The Bay County medical examiner ruled the death was because of sickle cell trait, a blood disorder, but then a second autopsy ruled the death due to suffocation from the guards' actions. On Oct. 12, seven guards and a nurse were acquitted of manslaughter charges after a jury deliberated for 90 minutes.
A few hours after the verdict, more than 200 students stormed Tallahassee streets. They blocked traffic on downtown's busiest arteries during the rush hour, despite warnings from police that they might be arrested.
Tuesday's protesters weren't as impassioned as the students had been two weeks earlier. Yet many were frustrated and angry and held signs that compared the acquittal in the Anderson case to the prison sentence black NFL quarterback Michael Vick is expected to receive after he pleaded guilty to charges in a notorious dog abuse case.
"Kill a dog, go to jail.
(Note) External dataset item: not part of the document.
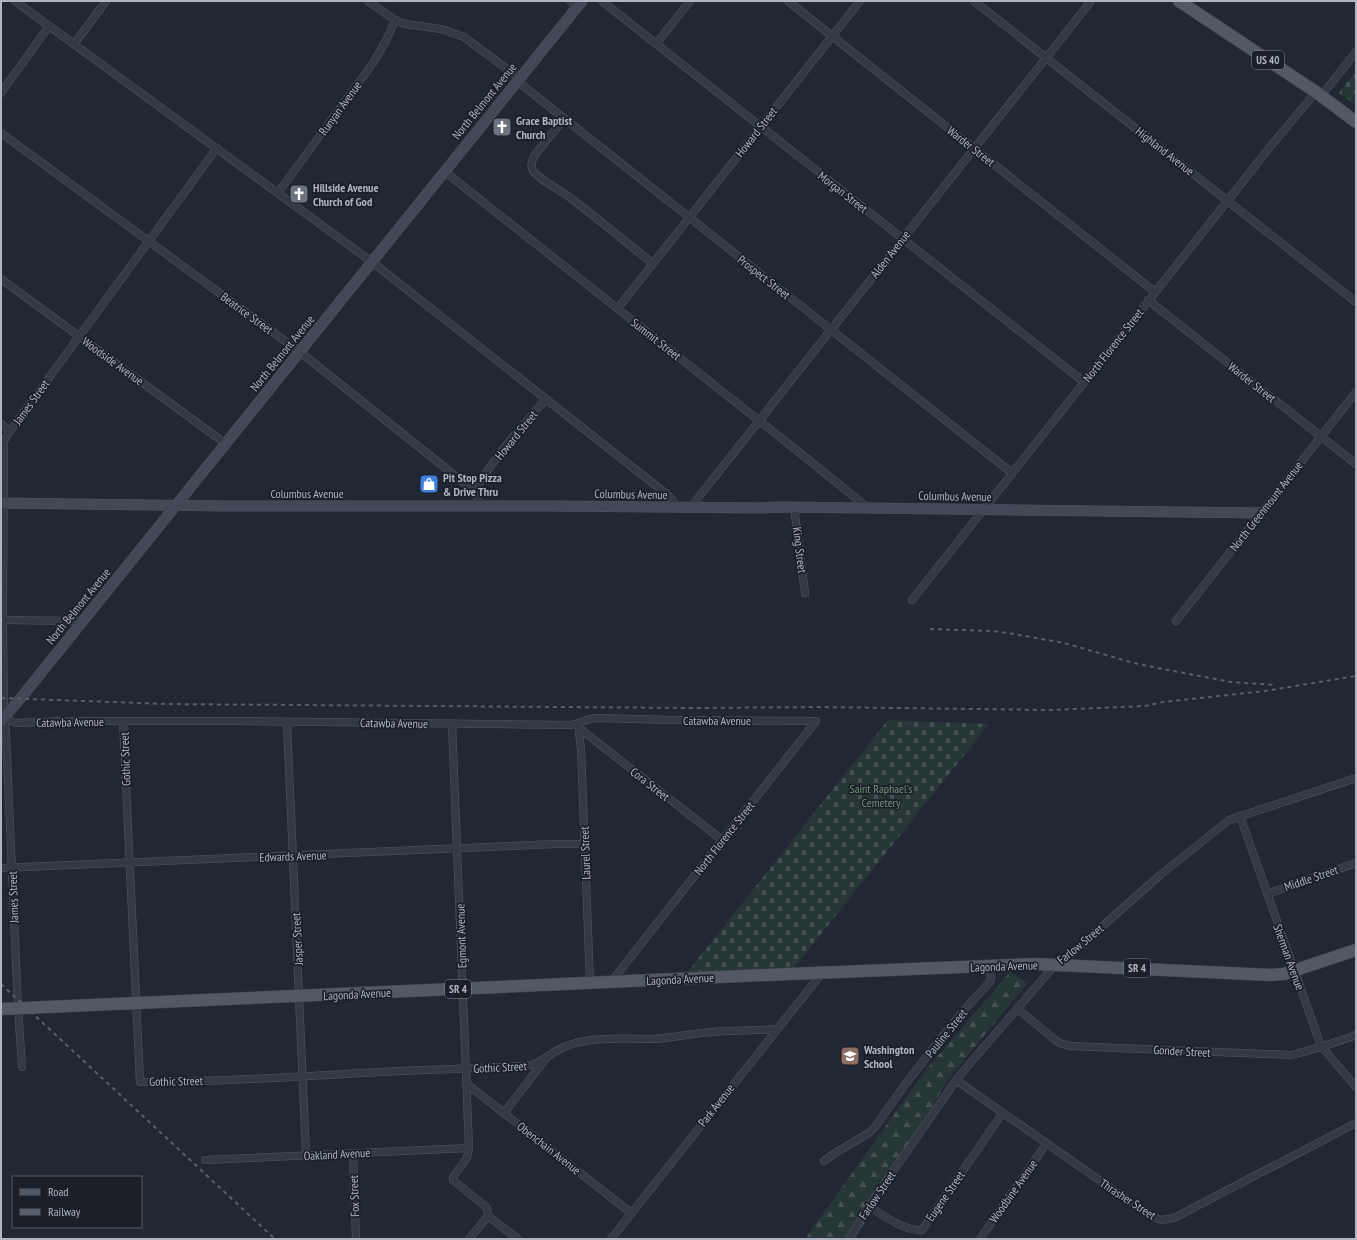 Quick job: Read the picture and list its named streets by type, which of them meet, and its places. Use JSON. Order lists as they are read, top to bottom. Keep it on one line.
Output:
{"streets":{"main road":["US 40","Lagonda Avenue","SR 4"],"street":["North Belmont Avenue","Runyan Avenue","Howard Street","Warder Street","Highland Avenue","Morgan Street","Alden Avenue","Prospect Street","Beatrice Street","Summit Street","North Florence Street","Woodside Avenue","James Street","Columbus Avenue","North Greenmount Avenue","King Street","Catawba Avenue","Gothic Street","Cora Street","Laurel Street","Edwards Avenue","Middle Street","Egmont Avenue","Jasper Street","Farlow Street","Sherman Avenue","Pauline Street","Gonder Street","Park Avenue","Obenchain Avenue","Oakland Avenue","Woodbine Avenue","Fox Street","Eugene Street","Thrasher Street"]},"crossings":[["US 40","North Florence Street"],["North Belmont Avenue","Prospect Street"],["North Belmont Avenue","Beatrice Street"],["North Belmont Avenue","Summit Street"],["North Belmont Avenue","Woodside Avenue"],["North Belmont Avenue","James Street"],["North Belmont Avenue","Columbus Avenue"],["North Belmont Avenue","Catawba Avenue"],["Runyan Avenue","Prospect Street"],["Howard Street","Warder Street"],["Howard Street","Morgan Street"],["Howard Street","Prospect Street"],["Howard Street","Beatrice Street"],["Howard Street","Summit Street"],["Warder Street","Alden Avenue"],["Warder Street","North Florence Street"],["Warder Street","North Greenmount Avenue"],["Highland Avenue","Alden Avenue"],["Highland Avenue","North Florence Street"],["Morgan Street","Alden Avenue"],["Morgan Street","North Florence Street"],["Alden Avenue","Prospect Street"],["Alden Avenue","Summit Street"],["Alden Avenue","Columbus Avenue"],["Prospect Street","North Florence Street"],["Beatrice Street","James Street"],["Beatrice Street","Columbus Avenue"],["Summit Street","Columbus Avenue"],["North Florence Street","Columbus Avenue"],["North Florence Street","Catawba Avenue"],["North Florence Street","Cora Street"],["North Florence Street","Lagonda Avenue"],["Woodside Avenue","James Street"],["James Street","Columbus Avenue"],["James Street","Catawba Avenue"],["James Street","Edwards Avenue"],["James Street","Lagonda Avenue"],["Columbus Avenue","North Greenmount Avenue"],["Columbus Avenue","King Street"],["Catawba Avenue","Gothic Street"],["Catawba Avenue","Cora Street"],["Catawba Avenue","Laurel Street"],["Catawba Avenue","Egmont Avenue"],["Catawba Avenue","Jasper Street"],["Gothic Street","Edwards Avenue"],["Gothic Street","Egmont Avenue"],["Gothic Street","Jasper Street"],["Gothic Street","Lagonda Avenue"],["Gothic Street","Park Avenue"],["Gothic Street","Obenchain Avenue"],["Cora Street","Laurel Street"],["Laurel Street","Edwards Avenue"],["Laurel Street","Lagonda Avenue"],["Edwards Avenue","Egmont Avenue"],["Edwards Avenue","Jasper Street"],["Middle Street","Sherman Avenue"],["Egmont Avenue","Lagonda Avenue"],["Egmont Avenue","Obenchain Avenue"],["Egmont Avenue","Oakland Avenue"],["Jasper Street","Lagonda Avenue"],["Jasper Street","Oakland Avenue"],["Farlow Street","Sherman Avenue"],["Farlow Street","Lagonda Avenue"],["Farlow Street","Gonder Street"],["Farlow Street","Eugene Street"],["Farlow Street","Thrasher Street"],["Sherman Avenue","Lagonda Avenue"],["Sherman Avenue","Gonder Street"],["Lagonda Avenue","Pauline Street"],["Lagonda Avenue","Park Avenue"],["Park Avenue","Obenchain Avenue"],["Oakland Avenue","Fox Street"],["Woodbine Avenue","Thrasher Street"],["Eugene Street","Thrasher Street"]],"parks":["Saint Raphael's Cemetery"],"places":{"church":["Grace Baptist Church","Hillside Avenue Church of God"],"shop":["Pit Stop Pizza & Drive Thru"],"school or university":["Washington School"]},"legend":["Road","Railway"]}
Kill a Black Child, And Get Off Free," read one handmade sign created by Paul Boston of Brooksville, who writes a newsletter called Just Us.
"It's a sad reality that in 2007, a black man and a black child are only worth one-fifth of any other race," said Boston. "That was the rule of law before the Constitution and the Bill of Rights, and in the South, it hasn't changed."
Other protests
Smaller protests took place statewide.
In Tampa, about 20 people gathered in front of the county courthouse. Many black and white passers-by, including suit-clad lawyers, agreed with the protesters as they filed into the courthouse.
Yet Tallahassee attracted a far larger crowd, including many veteran protesters like Bobby Hardwick, 58, who as a teenager in the 1960s marched alongside Martin Luther King when he came to Tallahassee.
"I never imagined I'd still be doing this 40 years later," said Hardwick, shaking a tambourine while marching toward the courthouse.
When Crump started to tell the story of Emmett Till, the crowd grew silent. Then a strong breeze shook a canopy of oaks, sending a hailstorm of acorns to the ground.
Protester Shirley Dean of Pensacola, looked up at the tree and then started gathering acorns and stuck them in an empty water bottle to shake and cheer during the rally.
"I'm here to make my noise," said Dean. "This is just one rally of many more to come."
Staff writer Justin George contributed to this report.